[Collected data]
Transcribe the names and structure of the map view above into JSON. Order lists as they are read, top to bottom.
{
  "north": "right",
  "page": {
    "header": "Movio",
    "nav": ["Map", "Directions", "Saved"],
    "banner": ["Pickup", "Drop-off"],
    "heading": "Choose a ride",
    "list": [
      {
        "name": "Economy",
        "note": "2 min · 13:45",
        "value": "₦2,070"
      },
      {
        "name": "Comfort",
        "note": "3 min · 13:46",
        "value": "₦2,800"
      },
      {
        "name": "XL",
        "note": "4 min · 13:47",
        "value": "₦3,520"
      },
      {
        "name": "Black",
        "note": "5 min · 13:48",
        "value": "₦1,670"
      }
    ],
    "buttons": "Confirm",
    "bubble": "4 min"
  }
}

Aim of the task
Nothing in the data should be left out when you retype it exactly.

Solution to this exercise
Transcribe the names and structure of the map view above into JSON. Order lists as they are read, top to bottom.
{
  "north": "right",
  "page": {
    "header": "Movio",
    "nav": ["Map", "Directions", "Saved"],
    "banner": ["Pickup", "Drop-off"],
    "heading": "Choose a ride",
    "list": [
      {
        "name": "Economy",
        "note": "2 min · 13:45",
        "value": "₦2,070"
      },
      {
        "name": "Comfort",
        "note": "3 min · 13:46",
        "value": "₦2,800"
      },
      {
        "name": "XL",
        "note": "4 min · 13:47",
        "value": "₦3,520"
      },
      {
        "name": "Black",
        "note": "5 min · 13:48",
        "value": "₦1,670"
      }
    ],
    "buttons": "Confirm",
    "bubble": "4 min"
  }
}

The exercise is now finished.